● **TO DO**: The answer should be each line from the entries below that has the word "function" in it.

● **RECORDS FOR PROCESSING**:
<<<<
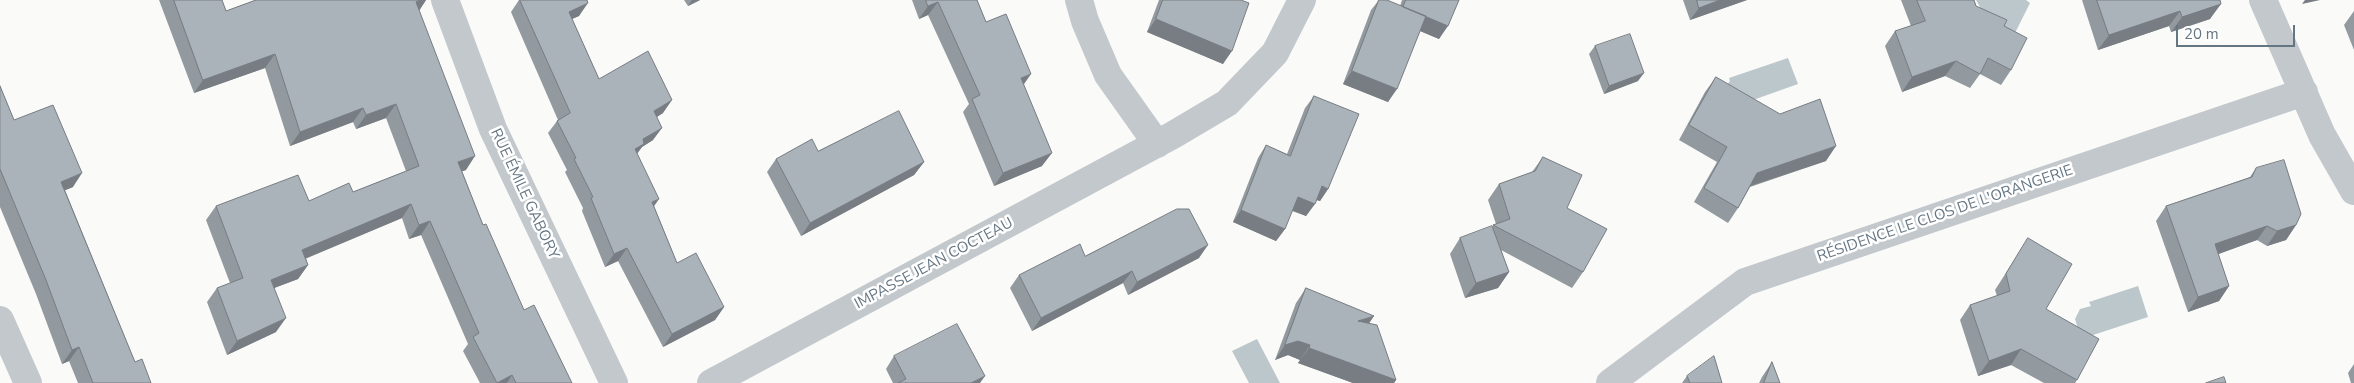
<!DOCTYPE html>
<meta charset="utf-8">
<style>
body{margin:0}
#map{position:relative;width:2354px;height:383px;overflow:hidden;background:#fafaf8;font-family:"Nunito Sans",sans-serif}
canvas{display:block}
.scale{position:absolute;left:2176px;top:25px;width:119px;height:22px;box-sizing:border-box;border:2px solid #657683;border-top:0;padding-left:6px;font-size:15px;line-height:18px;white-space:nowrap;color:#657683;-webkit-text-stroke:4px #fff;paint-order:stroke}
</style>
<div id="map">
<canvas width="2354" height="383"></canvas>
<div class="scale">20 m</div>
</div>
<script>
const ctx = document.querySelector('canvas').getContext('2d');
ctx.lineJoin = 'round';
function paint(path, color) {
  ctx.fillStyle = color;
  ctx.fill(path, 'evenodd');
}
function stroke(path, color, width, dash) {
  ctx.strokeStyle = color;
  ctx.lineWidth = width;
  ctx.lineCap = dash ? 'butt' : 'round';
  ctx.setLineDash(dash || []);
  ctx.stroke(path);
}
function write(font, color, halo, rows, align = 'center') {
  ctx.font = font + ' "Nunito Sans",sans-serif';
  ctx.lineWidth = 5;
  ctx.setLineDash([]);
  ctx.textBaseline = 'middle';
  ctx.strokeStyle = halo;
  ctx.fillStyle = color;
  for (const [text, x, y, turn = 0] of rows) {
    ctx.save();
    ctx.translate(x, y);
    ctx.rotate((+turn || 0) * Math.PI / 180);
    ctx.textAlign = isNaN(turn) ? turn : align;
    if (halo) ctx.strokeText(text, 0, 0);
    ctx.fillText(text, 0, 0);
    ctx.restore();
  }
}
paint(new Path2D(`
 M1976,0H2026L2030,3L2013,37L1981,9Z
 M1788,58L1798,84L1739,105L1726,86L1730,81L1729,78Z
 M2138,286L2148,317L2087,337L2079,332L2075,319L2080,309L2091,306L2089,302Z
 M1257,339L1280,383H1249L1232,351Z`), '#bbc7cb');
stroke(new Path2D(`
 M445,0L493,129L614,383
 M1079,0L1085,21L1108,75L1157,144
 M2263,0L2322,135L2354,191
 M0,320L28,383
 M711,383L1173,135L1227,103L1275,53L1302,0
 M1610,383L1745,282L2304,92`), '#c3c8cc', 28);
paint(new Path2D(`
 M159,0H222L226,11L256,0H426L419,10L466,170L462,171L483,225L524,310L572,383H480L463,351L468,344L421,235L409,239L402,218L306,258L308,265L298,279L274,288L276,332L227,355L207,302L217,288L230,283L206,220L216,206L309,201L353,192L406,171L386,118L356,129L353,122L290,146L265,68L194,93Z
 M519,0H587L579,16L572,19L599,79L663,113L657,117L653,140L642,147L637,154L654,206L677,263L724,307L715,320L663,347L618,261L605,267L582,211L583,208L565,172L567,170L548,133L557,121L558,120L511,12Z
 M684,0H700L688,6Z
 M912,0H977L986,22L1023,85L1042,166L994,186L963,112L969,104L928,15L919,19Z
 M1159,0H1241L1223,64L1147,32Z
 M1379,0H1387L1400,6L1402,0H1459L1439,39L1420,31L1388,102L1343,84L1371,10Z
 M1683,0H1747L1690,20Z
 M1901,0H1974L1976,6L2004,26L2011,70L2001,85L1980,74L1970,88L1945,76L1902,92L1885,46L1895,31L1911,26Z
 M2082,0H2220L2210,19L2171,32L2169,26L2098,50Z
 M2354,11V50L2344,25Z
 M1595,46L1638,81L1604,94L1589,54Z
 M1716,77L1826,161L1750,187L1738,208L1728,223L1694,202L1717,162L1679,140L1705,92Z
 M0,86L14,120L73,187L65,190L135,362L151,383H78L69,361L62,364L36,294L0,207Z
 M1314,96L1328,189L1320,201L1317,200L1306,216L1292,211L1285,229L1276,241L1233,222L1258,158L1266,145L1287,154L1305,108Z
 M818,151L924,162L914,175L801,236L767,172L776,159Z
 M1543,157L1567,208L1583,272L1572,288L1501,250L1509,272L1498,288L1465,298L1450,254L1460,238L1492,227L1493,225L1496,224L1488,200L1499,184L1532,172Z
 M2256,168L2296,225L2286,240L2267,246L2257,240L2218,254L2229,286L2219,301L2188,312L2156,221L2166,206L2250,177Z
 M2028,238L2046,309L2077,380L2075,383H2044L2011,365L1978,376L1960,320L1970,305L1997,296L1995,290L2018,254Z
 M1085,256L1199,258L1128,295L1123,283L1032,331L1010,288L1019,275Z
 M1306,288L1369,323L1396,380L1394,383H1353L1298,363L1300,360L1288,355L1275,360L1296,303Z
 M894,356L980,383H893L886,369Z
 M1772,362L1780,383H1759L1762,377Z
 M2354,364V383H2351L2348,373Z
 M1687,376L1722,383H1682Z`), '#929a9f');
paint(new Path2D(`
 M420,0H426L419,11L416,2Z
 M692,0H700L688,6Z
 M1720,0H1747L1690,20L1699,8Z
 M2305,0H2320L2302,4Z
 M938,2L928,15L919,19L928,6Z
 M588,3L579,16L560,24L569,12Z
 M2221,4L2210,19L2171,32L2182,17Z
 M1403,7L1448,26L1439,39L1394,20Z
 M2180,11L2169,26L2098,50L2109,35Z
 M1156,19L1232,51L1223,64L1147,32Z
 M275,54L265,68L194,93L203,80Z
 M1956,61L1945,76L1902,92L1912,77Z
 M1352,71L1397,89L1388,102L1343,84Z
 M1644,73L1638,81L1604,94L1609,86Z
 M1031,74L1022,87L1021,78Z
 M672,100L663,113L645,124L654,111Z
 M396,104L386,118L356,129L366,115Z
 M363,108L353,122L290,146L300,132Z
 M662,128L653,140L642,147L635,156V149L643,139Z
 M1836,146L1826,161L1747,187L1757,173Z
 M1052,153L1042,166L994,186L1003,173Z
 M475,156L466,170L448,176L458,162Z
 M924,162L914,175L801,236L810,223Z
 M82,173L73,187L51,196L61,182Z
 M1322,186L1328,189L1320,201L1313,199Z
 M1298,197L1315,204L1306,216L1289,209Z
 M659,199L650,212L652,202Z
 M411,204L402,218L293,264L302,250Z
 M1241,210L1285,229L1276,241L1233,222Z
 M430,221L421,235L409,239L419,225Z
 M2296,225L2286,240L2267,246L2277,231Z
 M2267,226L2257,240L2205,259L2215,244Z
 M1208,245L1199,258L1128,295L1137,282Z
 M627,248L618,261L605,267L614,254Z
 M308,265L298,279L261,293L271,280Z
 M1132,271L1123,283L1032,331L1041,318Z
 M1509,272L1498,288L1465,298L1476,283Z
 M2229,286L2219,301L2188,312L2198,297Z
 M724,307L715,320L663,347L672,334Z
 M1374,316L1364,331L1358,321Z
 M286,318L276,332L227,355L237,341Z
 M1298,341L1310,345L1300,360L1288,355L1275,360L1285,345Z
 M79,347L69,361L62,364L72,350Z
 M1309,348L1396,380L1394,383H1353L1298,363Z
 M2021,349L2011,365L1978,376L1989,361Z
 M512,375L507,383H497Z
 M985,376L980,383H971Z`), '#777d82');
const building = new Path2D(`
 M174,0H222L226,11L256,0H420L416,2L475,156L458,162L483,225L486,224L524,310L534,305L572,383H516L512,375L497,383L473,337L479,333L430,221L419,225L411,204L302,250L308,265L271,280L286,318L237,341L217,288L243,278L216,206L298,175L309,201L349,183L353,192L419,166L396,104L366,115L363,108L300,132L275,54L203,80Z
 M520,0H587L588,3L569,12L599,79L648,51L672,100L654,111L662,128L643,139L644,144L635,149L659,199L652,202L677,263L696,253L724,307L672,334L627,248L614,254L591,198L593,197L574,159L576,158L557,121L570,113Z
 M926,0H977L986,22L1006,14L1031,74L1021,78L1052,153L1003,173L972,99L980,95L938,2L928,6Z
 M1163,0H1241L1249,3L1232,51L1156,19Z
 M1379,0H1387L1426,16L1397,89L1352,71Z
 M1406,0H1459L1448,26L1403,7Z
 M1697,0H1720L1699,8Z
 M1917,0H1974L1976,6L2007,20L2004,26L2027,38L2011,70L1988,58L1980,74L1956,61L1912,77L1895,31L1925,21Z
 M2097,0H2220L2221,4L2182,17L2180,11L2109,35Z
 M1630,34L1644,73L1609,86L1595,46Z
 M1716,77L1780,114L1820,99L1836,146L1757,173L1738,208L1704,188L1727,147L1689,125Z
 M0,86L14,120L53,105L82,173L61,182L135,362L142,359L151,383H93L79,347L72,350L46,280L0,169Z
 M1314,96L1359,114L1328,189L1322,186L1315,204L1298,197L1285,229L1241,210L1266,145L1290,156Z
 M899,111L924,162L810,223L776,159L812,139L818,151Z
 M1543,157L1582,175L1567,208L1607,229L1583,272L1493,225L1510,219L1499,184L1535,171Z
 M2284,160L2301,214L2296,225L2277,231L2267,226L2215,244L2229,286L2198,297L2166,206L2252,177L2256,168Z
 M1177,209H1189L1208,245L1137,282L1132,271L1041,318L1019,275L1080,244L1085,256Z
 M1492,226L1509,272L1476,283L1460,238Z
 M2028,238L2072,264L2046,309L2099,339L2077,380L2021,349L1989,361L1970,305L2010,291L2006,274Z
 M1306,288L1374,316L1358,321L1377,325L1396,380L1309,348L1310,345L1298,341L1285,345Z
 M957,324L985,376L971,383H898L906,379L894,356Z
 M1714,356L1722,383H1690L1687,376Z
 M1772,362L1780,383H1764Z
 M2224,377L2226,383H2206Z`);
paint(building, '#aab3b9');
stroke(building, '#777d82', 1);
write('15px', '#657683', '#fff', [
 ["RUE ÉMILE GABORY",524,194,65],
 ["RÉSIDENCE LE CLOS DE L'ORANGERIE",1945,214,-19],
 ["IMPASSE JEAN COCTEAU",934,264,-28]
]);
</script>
>>>>
● **TASK RESPONSE**:
function paint(path, color) {
function stroke(path, color, width, dash) {
function write(font, color, halo, rows, align = 'center') {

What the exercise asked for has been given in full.